In order to evaluate this conceptual model, the following testable overall null hypothesis was derived: variations in primary health care do not predict variations in mortality at population level, after adjusting for population characteristics.

Methods

Study Design

An observational study was undertaken, involving all primary care trusts in England, in which population and service characteristics were used to explain mortality in 5 disease areas (models) in a two year period using negative binomial regression modelling. Data from the two years were modelled jointly using a generalized estimating equations approach [25], but each model featured only a single outcome, although this outcome was measured twice (once in each year) in the models. The STROBE checklist was used in the design and reporting of this study [26]. We chose to undertake the study at the population level of primary care trusts rather than general practices (of which in England there were 8,305 in the 2009/2010 financial year [27] and 8,229 in 2008/2009 [28]), since we were unable to obtain mortality data at practice level from the Office for National Statistics and reliable data for several population characteristics, such as rates of obesity, smoking and ethnicity, were not available at practice level.
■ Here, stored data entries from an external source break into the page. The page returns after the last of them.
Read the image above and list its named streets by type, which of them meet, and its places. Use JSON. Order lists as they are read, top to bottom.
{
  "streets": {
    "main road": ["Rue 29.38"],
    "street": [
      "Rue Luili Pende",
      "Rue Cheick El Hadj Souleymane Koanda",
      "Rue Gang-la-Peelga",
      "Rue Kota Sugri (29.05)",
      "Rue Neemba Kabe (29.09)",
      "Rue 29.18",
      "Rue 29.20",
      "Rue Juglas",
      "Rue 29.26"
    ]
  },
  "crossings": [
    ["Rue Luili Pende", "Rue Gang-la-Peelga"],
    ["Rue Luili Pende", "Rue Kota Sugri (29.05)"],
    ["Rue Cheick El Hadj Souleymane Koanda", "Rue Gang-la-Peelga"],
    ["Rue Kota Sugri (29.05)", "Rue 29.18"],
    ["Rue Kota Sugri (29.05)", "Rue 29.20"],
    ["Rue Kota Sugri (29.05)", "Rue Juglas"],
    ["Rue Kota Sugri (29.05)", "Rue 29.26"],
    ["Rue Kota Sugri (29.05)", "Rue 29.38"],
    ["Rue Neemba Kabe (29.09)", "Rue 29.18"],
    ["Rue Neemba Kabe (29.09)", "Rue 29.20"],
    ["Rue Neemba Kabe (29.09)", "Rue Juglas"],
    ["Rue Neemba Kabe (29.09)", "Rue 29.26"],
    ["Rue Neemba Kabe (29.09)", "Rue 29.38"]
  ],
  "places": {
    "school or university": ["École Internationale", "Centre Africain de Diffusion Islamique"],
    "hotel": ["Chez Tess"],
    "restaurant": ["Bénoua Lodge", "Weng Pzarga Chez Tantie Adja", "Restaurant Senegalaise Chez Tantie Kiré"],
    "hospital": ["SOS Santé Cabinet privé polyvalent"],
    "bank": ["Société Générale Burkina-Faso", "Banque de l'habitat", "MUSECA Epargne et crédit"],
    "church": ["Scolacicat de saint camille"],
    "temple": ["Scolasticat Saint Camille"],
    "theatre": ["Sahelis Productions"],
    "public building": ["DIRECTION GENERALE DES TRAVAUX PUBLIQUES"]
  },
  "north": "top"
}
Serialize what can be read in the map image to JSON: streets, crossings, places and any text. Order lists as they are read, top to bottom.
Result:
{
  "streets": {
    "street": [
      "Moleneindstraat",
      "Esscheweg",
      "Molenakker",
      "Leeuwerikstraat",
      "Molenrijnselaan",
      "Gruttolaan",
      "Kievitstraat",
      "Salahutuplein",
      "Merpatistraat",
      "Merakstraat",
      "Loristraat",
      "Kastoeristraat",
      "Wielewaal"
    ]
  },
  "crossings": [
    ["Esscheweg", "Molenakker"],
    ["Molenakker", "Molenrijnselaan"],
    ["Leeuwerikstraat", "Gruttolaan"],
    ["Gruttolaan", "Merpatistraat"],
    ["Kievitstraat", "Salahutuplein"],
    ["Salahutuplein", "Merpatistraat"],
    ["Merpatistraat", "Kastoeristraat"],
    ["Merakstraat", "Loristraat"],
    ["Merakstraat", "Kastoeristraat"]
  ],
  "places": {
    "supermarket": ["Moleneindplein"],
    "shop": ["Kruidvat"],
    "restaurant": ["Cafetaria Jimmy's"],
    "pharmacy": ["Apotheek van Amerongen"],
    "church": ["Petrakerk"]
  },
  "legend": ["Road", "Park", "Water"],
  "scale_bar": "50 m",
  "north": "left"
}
The main sources of data for this study were the Office for National Statistics (for mortality and population data) and the NHS Information Centre for Health and Social Care (for service data), unless otherwise stated.

Study Sample

The study included all 152 primary care trusts in England into which the country was divided between the years 2006 and 2010. Primary health care was delivered by general practices contracted to the trusts. In 2008, the estimated resident population in England was 51.5 million (the number of people registered with primary care trusts ranging from 90,800 to 1,283,600). In 2009 the estimated resident population in England was 51·8 million (range 90,900 to 1,289,400) [29].

Variable Selection

Mortality outcomes

Mortality counts in each trust were the dependent variables. To maintain variable consistency, counts were used in preference to age-standardized rates, as none of the selected explanatory variables were age-standardized [30]. To correct for variations in trust population age structures, the percentage of a primary care trust’s population aged 65 years or more was one of the explanatory variables.

Mortality counts for all cause (total), coronary heart disease (International Classification of Diseases ICD-10 I20–I25), all cancers (International Classification of Diseases ICD-10 C00–C97), stroke (International Classification of Diseases ICD-10 I60–I69) and chronic obstructive pulmonary disease (International Classification of Diseases ICD-10 J40–J44) were obtained for the last two available years, 2008 and 2009. Coronary heart disease, all cancer, stroke and chronic obstructive pulmonary disease mortality accounted for 14.7%, 28.1%, 8.9% and 4.8% (when combined, more than half) of total mortality in England in 2009, respectively [2]. These mortality groups were selected as, in addition to all-cause mortality, they constituted common long-term conditions potentially amenable to interventions in primary care, including prevention, early detection, and effective management; and data were available for both the mortality group and principal risk factors. Our previous study that contributed to the development of the conceptual model was focused on coronary heart disease [24], but we included coronary heart disease in the current analysis, because different outcomes (counts instead of age-adjusted rates) and some different predictor variables were used.

Predictor selection

Predictor selection was governed by two principles: conceptual relevance and the number of observational units in our dataset. Candidate explanatory variables relating to population or primary healthcare service characteristics were initially selected on the basis of the conceptual model (Figure 1), using data available for every trust with potential to predict mortality. However, in order for a regression analysis to be reliable, a maximum of no more than m/10 explanatory variables per analysis is recommended [31], where m is the number of observational units (such as patients). This required selectivity as to which variables were used for modelling each mortality group.

Population predictors

Population data at primary care trust level were obtained at mid-year in 2008 and 2009 for numbers of people by age and sex (in quinary bands) [32], and the latest modelled estimates of ethnicity in 2008 and 2009 derived from self-reported, principally closed option, responses in the 2001 national census supplemented by data on births, deaths and migration in the following years [33]. The age and sex data enabled calculation of the percentage of each primary care trust population aged 65 years or more for each time period.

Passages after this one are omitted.